令和4年における侵入犯罪の認知件数は前年より1.9%減少しましたが、
4万6,416件とまだまだ多くあります。
強盗などの場合、犯行グループを募り、知らない者同士で金持ちリストを頼りに
犯行に及んでいるケースもあり、
歯止めが利かぬうちに被害者に大きなケガを負わせたり、
場合によっては死に追いやる事件も起こっています。
また大家個人を恨み、狙った事件も発生しています。
■2022年12月神奈川県茅ケ崎市
犯人は家賃を滞納し、退去を求められた末に逆恨み。
契約書や裁判記録に載っていた大家の住所を頼りに自宅へたどり着き、
玄関を開けた大家を殺害しました。
■2022年8月福岡県川崎町
犯人は大家と同じ町内に住む男。大家から家を借りていたが、
家賃を巡るトラブルがあり、大家を殺害し、さらに自動車を盗み、
酒気帯び運転で現行犯逮捕されました。
■2022年3月千葉県市川市
犯人は2階に住む男。騒音を巡ってのトラブルが原因で
1階に居住している大家の女性を殺害しました。
不安をあおるわけではありませんが、
ご自身だけでなく、家族を守るためにも一度しっかり考えてみましょう。
!個人情報を守る!
大家さんの多くはご自身の本名や現住所を晒して、大家業をされていることと思います。
時勢に即するならば、今後はできるだけ、個人情報は公にしないようにしていくことが良いでしょう。

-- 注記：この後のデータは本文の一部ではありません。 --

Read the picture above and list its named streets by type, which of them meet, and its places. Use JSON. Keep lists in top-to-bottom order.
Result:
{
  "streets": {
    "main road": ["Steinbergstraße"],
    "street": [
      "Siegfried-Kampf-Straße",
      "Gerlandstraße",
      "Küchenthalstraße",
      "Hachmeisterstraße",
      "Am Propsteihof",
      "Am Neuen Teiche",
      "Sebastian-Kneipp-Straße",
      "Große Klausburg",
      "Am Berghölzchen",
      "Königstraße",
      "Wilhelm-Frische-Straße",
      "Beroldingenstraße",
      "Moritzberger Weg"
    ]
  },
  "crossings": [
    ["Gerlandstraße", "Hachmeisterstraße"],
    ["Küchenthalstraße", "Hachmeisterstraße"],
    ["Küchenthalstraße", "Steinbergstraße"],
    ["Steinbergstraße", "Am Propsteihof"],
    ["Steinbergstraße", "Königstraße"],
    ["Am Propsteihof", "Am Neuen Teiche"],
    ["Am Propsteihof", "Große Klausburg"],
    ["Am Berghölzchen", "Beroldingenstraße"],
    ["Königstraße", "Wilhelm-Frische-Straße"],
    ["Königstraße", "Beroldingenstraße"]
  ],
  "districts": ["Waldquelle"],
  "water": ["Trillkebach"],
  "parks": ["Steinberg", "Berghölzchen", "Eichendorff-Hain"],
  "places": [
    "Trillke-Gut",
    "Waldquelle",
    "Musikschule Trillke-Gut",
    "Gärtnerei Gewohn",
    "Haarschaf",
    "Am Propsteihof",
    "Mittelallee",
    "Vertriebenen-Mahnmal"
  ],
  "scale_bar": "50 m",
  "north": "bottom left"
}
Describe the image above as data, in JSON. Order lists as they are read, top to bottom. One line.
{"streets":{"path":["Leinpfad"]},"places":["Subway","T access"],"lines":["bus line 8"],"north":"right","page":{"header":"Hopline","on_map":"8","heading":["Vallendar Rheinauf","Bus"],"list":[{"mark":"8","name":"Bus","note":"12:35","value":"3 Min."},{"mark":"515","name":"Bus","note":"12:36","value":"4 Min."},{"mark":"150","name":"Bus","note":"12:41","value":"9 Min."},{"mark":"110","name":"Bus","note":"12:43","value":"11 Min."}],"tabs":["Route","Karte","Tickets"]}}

・ご自宅のご住所は避け、法人化してオフィスの住所を表記する
・家賃保証会社や管理会社を活用する
など、入居者と直接交渉しない形にしていった方が無難なのかもしれません。
また、2022年5月に成立した「改正民事訴訟法」では
原告の住所・氏名を秘匿する制度が設けられています。
退去や請求時に裁判沙汰になる場合は、こうした制度も活用してください。
!借主と単独でやり取りを進めるのはできるだけ避ける!
家賃保証会社や管理会社を活用するのはもちろんですが、
最近入居希望者と直接やりとりができる「ジモティー」等にも注意が必要です。
情報の掲載が無料なことは魅力ですが、
音信不通、内見の無断キャンセル、保証審査に通らないなどの
トラブルもよく聞きます。
トラブルになった際の対応も大変なのを考えると、単独でのやり取りはリスクが大きいことを
理解しておきましょう。
!優しさが裏目にでることもある!
滞納等のトラブルの際、救済措置として家賃の支払いを待ったり、
多少の契約違反を見逃すこともあるかもしれません。
もちろん、それが長期入居や空室対策につながることもありますが、
特別扱いが続くと、それが普通!と思いこむ人もいて、
いざ、他の人と同じ対応を取り、家賃を取り立てたり、退去を促すと、
「今までは大丈夫だったじゃないか!」とお怒りになる方もいらっしゃいます。
家を失うことは、生活基盤を大きく揺るがされることであり、
大きな恨みを買う場面がどうしてもあります。
優しさのつもりが、問題を後回しにして、大きな問題へ成長することもあるのです。
トラブルには毅然とした態度で、対応することをおすすめします。
!大家であることや資産について口外しない!
近年、各地で相次いだ広域強盗事件。
高額所得者の個人情報を頼りにターゲットを絞り、計画的に行われることもあります。
羽振りのよい話や職業について表に出すことはもちろん、
不特定多数から見えるSNSやHPで顔写真や家族の写真、旅行や家の写真などを公開することは
犯罪に巻き込まれる可能性が高まるので、避けた方が良いでしょう。
窓からの景色だけで家を特定されることもあります。
!セキュリティ対策!
自物件だけでなく、オーナー様の自宅もセキュリティ強化が必要です。
「代々地主の家系で…」という方が自衛のために、地元を離れるという話もあります。
ご自身やご家族の安全も考え、対応していきましょう。
昔からこのやり方でやってきた。
入居者とのやり取りがこの仕事の魅力でもある。
困っている人に手を差し伸べたい…。
ここまで読んで、様々なお気持ちを持たれることだと思います。
ただ、世の中には色々な方がいて、想定外のことが起こることもあります。
ぜひ一度、ご自分の経営方法について、ご確認してみてください。